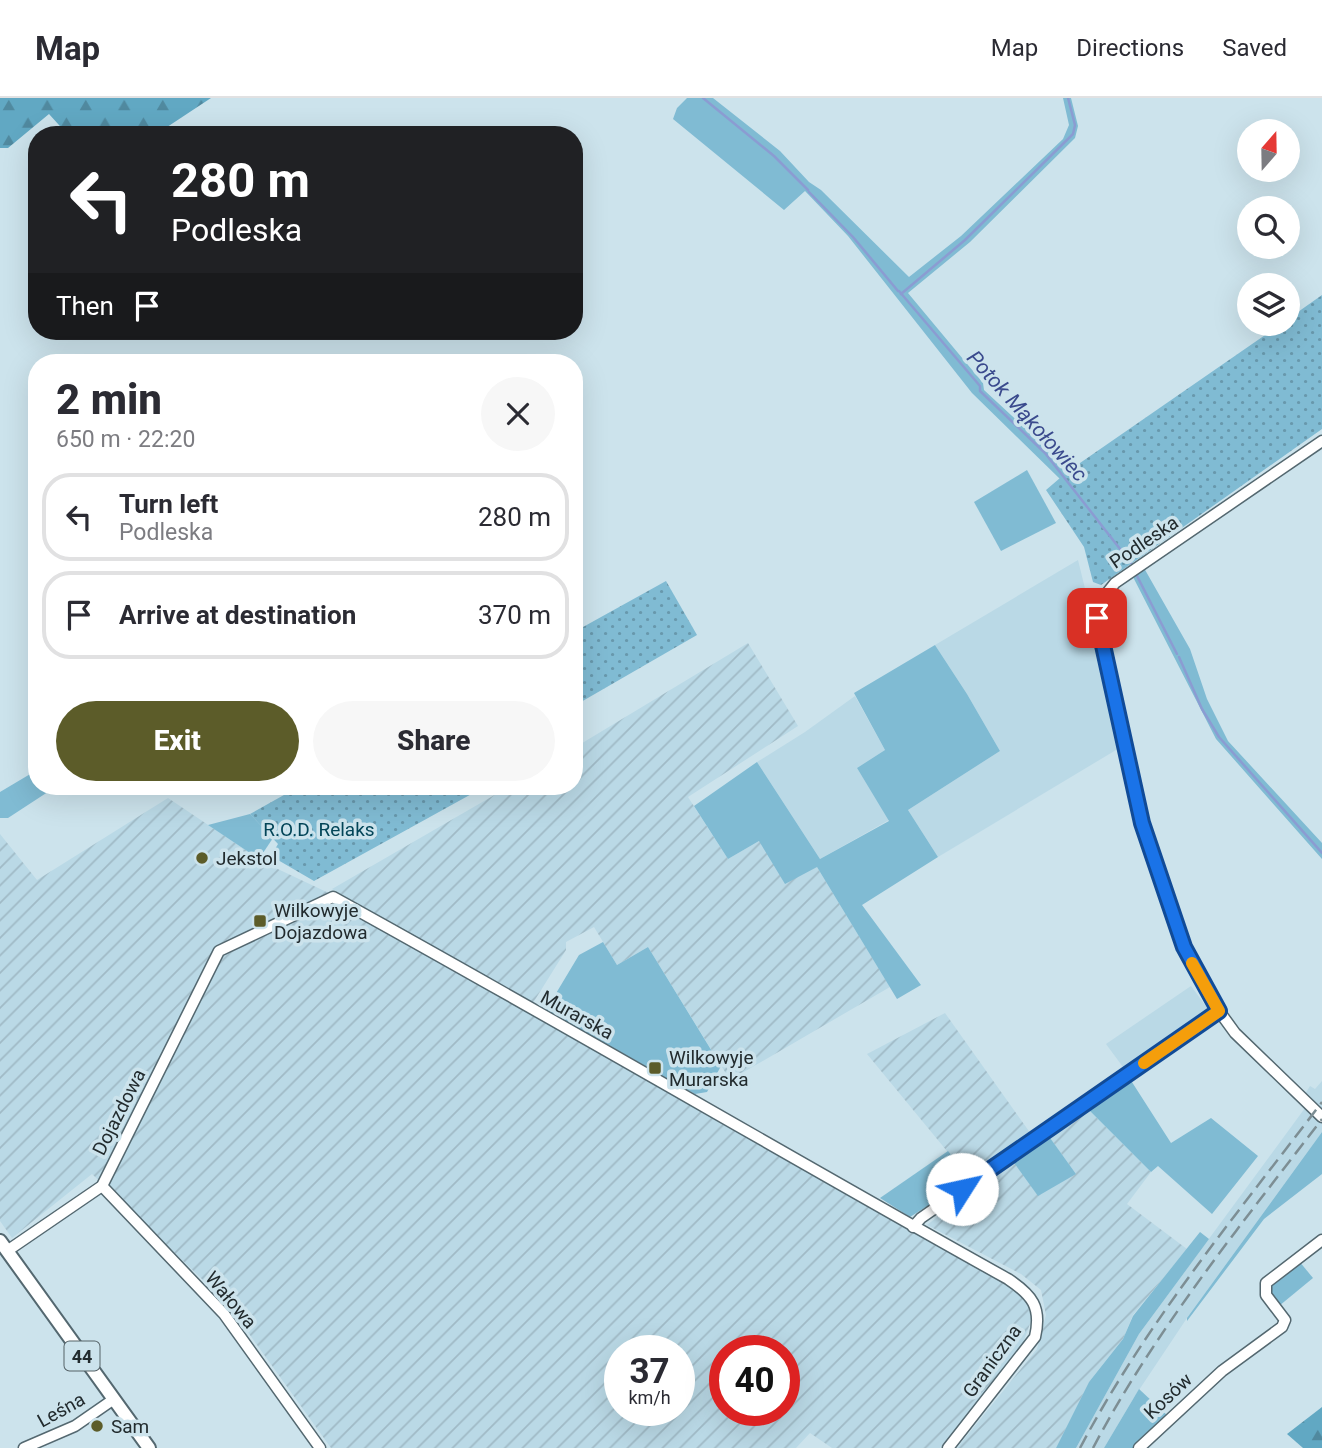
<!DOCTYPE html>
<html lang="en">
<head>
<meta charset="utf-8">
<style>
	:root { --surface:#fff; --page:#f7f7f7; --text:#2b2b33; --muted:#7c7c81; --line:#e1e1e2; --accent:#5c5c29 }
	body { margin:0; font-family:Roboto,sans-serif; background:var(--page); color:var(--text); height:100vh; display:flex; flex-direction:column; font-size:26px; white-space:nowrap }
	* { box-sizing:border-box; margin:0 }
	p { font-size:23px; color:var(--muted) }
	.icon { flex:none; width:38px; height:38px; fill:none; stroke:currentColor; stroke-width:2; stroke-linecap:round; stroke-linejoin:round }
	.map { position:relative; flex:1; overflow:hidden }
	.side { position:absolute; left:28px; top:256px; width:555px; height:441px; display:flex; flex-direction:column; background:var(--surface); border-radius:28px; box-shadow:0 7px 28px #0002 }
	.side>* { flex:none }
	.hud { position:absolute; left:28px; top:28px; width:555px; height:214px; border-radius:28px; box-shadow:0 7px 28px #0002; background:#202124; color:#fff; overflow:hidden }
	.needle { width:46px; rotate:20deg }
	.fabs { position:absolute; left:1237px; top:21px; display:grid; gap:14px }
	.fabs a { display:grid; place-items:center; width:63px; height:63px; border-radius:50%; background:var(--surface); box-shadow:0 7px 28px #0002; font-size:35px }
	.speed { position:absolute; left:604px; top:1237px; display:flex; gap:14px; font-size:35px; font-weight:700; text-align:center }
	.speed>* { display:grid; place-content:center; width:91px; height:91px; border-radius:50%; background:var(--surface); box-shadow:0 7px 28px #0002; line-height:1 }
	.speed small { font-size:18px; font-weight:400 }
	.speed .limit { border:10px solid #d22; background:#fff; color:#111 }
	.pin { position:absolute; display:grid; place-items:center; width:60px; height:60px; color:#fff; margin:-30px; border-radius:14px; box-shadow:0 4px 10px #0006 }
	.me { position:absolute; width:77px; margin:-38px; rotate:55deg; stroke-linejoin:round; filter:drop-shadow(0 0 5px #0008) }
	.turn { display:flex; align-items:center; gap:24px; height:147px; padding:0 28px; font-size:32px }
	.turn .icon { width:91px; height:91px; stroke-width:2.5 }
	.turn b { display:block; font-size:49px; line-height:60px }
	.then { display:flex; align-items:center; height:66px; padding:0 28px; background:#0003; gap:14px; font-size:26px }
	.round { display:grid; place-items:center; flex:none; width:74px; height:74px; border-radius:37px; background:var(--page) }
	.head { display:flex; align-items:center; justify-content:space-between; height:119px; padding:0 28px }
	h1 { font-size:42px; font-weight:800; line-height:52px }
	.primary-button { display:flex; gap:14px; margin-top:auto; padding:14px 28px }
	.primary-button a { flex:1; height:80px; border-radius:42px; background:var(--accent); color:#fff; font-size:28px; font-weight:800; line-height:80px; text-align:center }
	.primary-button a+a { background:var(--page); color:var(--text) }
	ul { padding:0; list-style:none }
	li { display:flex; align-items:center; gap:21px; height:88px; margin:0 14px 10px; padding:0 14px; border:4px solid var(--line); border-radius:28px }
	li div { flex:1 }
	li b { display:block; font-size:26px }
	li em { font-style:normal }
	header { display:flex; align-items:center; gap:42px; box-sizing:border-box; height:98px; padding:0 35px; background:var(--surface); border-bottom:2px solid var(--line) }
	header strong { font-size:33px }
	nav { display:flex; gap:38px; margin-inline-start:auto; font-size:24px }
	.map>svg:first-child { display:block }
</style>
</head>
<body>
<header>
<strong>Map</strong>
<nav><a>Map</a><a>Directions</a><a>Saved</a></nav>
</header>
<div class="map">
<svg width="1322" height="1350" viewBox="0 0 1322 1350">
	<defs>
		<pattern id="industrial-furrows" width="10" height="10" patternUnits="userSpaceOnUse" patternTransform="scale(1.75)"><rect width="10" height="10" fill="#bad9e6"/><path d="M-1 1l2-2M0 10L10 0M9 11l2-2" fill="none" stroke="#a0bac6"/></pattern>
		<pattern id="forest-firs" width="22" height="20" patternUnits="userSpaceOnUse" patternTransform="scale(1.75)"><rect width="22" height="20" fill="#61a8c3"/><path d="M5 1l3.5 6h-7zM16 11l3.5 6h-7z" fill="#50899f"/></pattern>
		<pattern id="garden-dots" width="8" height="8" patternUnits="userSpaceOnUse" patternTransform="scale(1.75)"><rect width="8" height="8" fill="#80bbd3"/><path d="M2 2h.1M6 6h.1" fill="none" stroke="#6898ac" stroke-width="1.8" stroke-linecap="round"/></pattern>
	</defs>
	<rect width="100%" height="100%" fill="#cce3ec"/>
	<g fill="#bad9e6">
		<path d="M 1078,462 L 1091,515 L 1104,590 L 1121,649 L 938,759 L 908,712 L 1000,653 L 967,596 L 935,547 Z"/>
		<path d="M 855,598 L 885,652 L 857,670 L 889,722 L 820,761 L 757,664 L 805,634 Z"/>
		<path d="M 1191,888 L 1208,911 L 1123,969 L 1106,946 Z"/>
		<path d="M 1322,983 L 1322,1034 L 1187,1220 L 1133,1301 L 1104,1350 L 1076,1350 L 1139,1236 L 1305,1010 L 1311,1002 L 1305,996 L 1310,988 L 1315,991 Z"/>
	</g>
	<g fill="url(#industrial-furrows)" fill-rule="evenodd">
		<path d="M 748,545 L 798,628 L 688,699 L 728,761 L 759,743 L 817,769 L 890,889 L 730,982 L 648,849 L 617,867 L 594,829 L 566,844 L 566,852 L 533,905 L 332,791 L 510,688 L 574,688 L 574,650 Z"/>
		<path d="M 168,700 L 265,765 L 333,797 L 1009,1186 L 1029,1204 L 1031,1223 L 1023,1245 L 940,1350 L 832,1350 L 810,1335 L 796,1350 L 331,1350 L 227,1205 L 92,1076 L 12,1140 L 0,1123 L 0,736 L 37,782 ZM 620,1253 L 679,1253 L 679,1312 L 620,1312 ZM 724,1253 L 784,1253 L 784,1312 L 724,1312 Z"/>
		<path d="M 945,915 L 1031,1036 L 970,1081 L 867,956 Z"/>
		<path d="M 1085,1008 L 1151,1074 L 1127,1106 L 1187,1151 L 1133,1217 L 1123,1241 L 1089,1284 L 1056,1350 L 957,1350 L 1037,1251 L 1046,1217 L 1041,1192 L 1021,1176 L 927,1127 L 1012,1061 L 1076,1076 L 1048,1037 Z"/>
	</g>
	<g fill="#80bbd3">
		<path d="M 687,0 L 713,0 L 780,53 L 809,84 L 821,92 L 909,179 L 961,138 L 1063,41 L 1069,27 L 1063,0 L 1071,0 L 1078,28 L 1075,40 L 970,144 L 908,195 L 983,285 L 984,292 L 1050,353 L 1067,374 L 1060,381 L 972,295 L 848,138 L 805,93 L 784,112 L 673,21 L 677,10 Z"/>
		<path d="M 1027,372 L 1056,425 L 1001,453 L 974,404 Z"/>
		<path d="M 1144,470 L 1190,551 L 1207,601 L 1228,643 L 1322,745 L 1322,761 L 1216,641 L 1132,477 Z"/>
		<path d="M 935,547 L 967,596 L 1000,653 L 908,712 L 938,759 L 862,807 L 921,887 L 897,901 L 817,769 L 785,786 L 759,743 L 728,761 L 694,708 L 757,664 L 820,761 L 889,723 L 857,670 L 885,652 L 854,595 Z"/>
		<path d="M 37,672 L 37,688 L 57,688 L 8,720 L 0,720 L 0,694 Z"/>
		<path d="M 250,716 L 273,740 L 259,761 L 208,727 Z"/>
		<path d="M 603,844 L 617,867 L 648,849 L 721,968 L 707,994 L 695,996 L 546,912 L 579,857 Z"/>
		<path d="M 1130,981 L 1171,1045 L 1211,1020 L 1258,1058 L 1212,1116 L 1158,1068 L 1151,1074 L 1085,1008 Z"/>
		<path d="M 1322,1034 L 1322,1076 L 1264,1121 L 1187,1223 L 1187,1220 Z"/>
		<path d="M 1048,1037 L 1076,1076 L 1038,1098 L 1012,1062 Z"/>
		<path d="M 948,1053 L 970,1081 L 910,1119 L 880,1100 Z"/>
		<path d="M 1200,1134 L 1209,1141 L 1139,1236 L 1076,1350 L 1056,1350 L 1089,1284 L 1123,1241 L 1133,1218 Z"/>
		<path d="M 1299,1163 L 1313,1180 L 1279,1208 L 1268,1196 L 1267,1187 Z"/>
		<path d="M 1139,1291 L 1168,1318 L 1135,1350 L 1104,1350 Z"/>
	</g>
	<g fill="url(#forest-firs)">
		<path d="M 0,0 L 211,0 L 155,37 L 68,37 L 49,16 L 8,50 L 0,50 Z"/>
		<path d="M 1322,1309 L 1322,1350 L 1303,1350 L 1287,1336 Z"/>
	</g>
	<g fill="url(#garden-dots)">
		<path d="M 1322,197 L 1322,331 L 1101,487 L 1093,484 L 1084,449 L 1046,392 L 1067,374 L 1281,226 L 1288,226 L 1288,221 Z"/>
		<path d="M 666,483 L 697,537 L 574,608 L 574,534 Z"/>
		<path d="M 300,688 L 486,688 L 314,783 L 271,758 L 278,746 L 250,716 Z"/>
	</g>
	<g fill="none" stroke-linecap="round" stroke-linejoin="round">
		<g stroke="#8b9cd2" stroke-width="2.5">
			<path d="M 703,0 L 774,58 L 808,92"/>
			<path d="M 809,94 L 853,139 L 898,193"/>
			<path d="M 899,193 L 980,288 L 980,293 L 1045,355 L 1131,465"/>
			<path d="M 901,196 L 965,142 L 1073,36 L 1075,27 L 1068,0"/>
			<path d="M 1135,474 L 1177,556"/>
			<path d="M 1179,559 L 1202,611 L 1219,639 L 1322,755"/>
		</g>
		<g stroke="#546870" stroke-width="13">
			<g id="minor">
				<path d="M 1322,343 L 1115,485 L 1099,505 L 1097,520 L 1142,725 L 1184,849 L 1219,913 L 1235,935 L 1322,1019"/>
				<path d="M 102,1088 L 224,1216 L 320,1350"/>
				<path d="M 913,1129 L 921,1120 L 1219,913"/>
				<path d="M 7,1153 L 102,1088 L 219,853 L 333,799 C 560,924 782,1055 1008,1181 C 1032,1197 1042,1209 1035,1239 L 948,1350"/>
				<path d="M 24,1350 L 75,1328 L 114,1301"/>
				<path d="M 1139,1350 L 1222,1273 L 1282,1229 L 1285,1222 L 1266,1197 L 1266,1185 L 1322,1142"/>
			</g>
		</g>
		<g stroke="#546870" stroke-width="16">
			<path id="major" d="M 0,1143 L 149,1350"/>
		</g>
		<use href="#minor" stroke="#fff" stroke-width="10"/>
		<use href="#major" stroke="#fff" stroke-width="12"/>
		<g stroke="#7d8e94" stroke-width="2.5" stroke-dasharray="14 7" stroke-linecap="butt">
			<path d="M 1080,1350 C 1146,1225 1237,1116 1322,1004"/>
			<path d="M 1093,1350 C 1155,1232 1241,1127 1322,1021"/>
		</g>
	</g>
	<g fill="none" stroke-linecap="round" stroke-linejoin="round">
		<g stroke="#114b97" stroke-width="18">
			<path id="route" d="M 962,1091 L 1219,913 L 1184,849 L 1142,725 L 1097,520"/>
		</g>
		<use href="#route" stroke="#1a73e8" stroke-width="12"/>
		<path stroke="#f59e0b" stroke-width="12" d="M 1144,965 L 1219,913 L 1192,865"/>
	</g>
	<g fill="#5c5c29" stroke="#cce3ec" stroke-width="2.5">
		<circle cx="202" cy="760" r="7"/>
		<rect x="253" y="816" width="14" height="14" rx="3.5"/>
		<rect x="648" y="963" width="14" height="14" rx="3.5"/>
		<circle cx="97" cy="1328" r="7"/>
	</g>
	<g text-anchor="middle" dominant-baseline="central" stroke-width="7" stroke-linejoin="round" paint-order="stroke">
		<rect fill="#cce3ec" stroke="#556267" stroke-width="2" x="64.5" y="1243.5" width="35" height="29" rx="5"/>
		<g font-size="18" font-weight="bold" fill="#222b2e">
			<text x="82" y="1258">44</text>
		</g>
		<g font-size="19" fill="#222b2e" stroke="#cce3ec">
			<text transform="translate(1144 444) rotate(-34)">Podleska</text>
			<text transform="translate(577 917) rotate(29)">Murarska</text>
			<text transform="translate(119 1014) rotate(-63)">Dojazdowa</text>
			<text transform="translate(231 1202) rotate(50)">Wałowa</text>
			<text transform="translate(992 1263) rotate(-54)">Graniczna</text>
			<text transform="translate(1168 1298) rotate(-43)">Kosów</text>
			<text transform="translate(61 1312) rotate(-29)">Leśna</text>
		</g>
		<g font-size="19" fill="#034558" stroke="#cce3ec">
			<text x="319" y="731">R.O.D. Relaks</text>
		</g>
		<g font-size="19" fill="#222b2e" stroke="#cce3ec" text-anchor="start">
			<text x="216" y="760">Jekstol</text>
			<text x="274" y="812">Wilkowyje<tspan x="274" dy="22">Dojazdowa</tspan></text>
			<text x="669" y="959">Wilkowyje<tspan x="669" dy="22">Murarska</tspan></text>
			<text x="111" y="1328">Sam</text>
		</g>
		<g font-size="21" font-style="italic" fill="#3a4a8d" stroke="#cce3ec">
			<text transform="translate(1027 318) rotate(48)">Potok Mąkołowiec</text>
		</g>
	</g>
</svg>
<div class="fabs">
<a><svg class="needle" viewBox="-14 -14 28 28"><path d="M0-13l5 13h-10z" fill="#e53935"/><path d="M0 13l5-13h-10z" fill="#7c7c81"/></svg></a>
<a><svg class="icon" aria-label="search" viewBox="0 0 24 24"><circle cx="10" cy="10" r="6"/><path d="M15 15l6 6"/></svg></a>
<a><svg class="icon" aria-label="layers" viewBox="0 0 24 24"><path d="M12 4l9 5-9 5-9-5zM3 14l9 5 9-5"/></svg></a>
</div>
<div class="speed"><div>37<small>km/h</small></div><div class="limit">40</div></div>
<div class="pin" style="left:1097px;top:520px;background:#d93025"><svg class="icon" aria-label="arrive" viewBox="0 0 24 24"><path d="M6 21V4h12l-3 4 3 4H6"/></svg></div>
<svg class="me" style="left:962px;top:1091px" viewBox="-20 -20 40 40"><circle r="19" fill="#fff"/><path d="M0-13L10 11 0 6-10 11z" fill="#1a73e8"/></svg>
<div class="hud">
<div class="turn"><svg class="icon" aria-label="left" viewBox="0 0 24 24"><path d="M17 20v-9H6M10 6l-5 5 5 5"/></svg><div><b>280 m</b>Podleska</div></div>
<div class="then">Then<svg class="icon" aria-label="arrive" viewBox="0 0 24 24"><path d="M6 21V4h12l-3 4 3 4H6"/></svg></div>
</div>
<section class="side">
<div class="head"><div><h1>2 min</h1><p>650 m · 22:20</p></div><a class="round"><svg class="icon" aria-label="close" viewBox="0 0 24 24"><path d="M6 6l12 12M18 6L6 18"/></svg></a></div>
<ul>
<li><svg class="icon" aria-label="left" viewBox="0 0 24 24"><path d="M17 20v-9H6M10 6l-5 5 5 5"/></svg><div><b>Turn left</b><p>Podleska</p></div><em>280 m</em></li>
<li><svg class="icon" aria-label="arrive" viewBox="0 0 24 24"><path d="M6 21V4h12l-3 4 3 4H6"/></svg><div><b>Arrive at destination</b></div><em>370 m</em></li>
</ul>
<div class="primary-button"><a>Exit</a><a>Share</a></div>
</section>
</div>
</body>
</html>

■ ■ ■ ■

◆ TO DO:
Exactly the lines above from the one with "899,193 L 980,288" to the one with "7,1153 L 102,1088", both included, are to be quoted; leave the rest out.

◆ WRITTEN ANSWER:
			<path d="M 899,193 L 980,288 L 980,293 L 1045,355 L 1131,465"/>
			<path d="M 901,196 L 965,142 L 1073,36 L 1075,27 L 1068,0"/>
			<path d="M 1135,474 L 1177,556"/>
			<path d="M 1179,559 L 1202,611 L 1219,639 L 1322,755"/>
		</g>
		<g stroke="#546870" stroke-width="13">
			<g id="minor">
				<path d="M 1322,343 L 1115,485 L 1099,505 L 1097,520 L 1142,725 L 1184,849 L 1219,913 L 1235,935 L 1322,1019"/>
				<path d="M 102,1088 L 224,1216 L 320,1350"/>
				<path d="M 913,1129 L 921,1120 L 1219,913"/>
				<path d="M 7,1153 L 102,1088 L 219,853 L 333,799 C 560,924 782,1055 1008,1181 C 1032,1197 1042,1209 1035,1239 L 948,1350"/>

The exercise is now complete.